EXERCISE DIRECTIONS – Each line of the material holding the word "JSON" must be identified and copied.

GIVEN DATA –
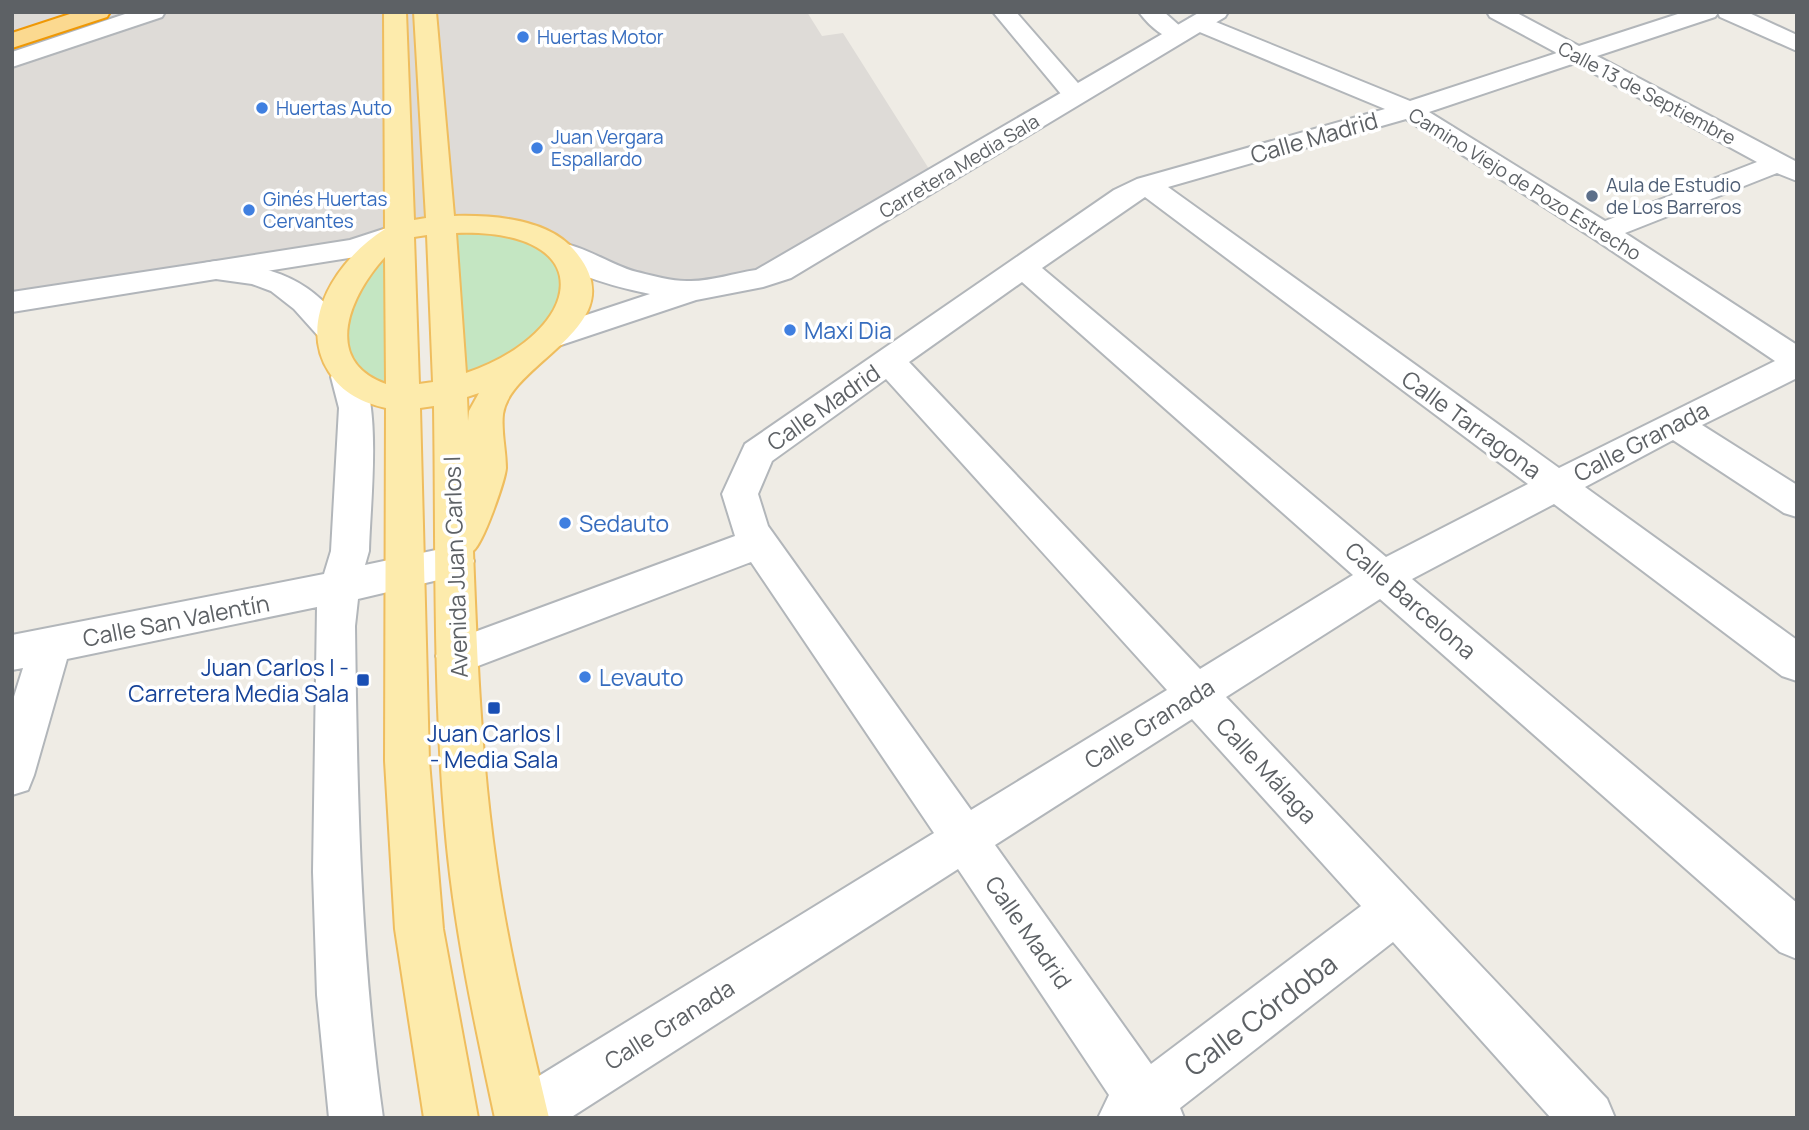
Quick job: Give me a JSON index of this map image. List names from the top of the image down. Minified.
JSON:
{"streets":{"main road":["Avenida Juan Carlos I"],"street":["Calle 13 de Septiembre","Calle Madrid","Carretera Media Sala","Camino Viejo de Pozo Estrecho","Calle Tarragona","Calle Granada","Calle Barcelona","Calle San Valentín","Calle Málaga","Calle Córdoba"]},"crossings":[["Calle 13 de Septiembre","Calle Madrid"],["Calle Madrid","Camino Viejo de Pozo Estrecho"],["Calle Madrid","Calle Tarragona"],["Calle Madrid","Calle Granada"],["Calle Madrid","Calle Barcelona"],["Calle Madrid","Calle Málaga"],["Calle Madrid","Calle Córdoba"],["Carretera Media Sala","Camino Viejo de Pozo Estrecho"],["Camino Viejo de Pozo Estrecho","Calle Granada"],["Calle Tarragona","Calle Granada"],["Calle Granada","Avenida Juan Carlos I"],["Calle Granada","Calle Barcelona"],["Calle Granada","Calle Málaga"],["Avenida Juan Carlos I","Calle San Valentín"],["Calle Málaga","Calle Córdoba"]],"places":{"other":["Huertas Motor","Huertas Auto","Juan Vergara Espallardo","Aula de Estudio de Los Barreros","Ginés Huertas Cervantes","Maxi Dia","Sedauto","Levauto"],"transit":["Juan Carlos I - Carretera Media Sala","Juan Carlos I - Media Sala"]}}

ANSWER AREA –
Quick job: Give me a JSON index of this map image. List names from the top of the image down. Minified.
JSON:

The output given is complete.